┌─ Input data
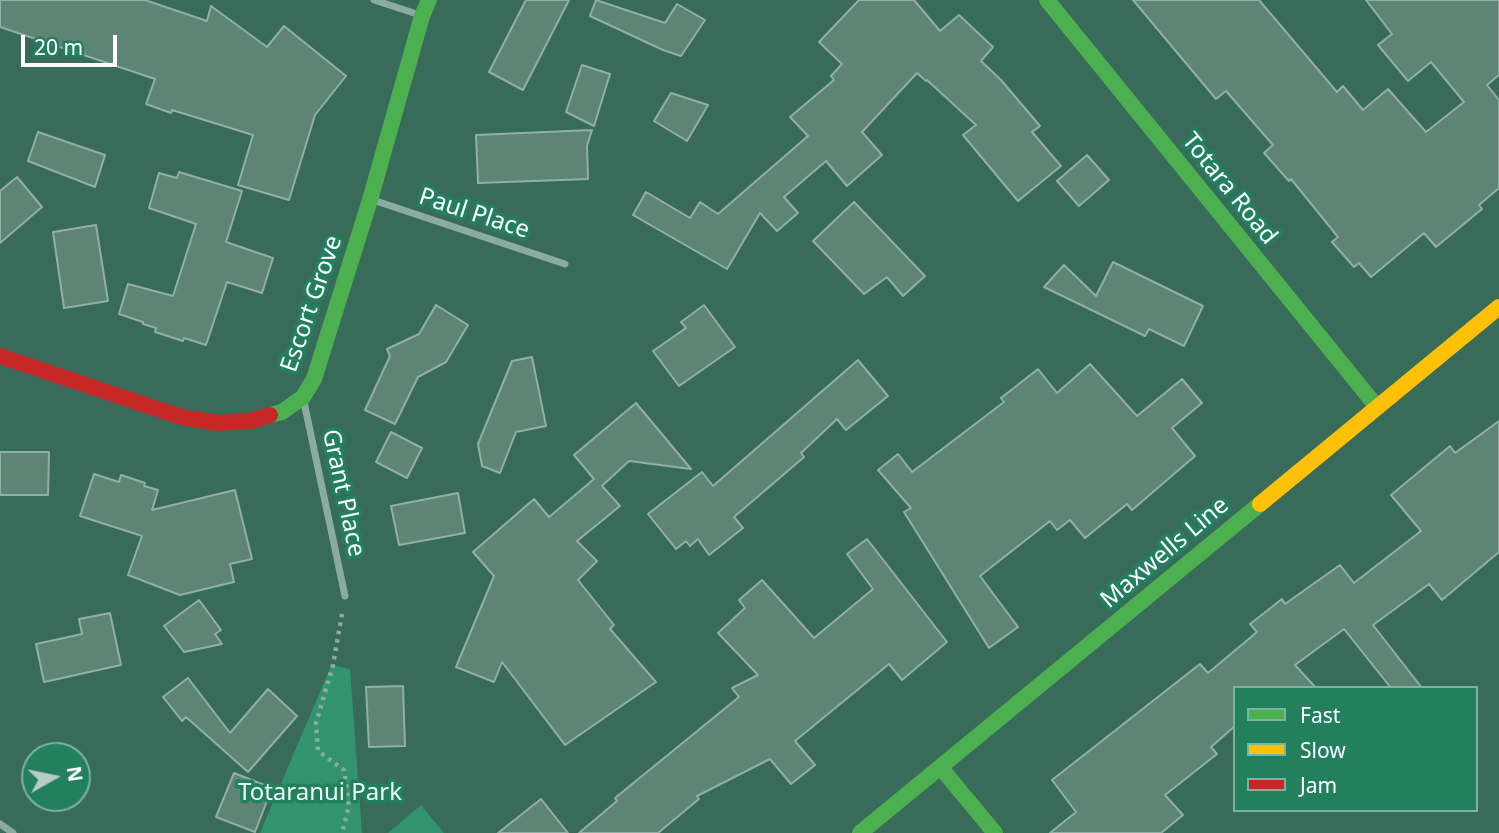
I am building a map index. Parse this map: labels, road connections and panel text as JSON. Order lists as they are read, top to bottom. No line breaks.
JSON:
{"streets":{"street":["Totara Road","Paul Place","Escort Grove","Grant Place","Maxwells Line"]},"crossings":[["Totara Road","Maxwells Line"],["Paul Place","Escort Grove"],["Escort Grove","Grant Place"]],"parks":["Totaranui Park"],"legend":["Fast","Slow","Jam"],"scale_bar":"20 m","north":"right"}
└─
Task to complete >> Print the material above once more, exactly. No pictures belong in it.

Result for this task >>
I am building a map index. Parse this map: labels, road connections and panel text as JSON. Order lists as they are read, top to bottom. No line breaks.
JSON:
{"streets":{"street":["Totara Road","Paul Place","Escort Grove","Grant Place","Maxwells Line"]},"crossings":[["Totara Road","Maxwells Line"],["Paul Place","Escort Grove"],["Escort Grove","Grant Place"]],"parks":["Totaranui Park"],"legend":["Fast","Slow","Jam"],"scale_bar":"20 m","north":"right"}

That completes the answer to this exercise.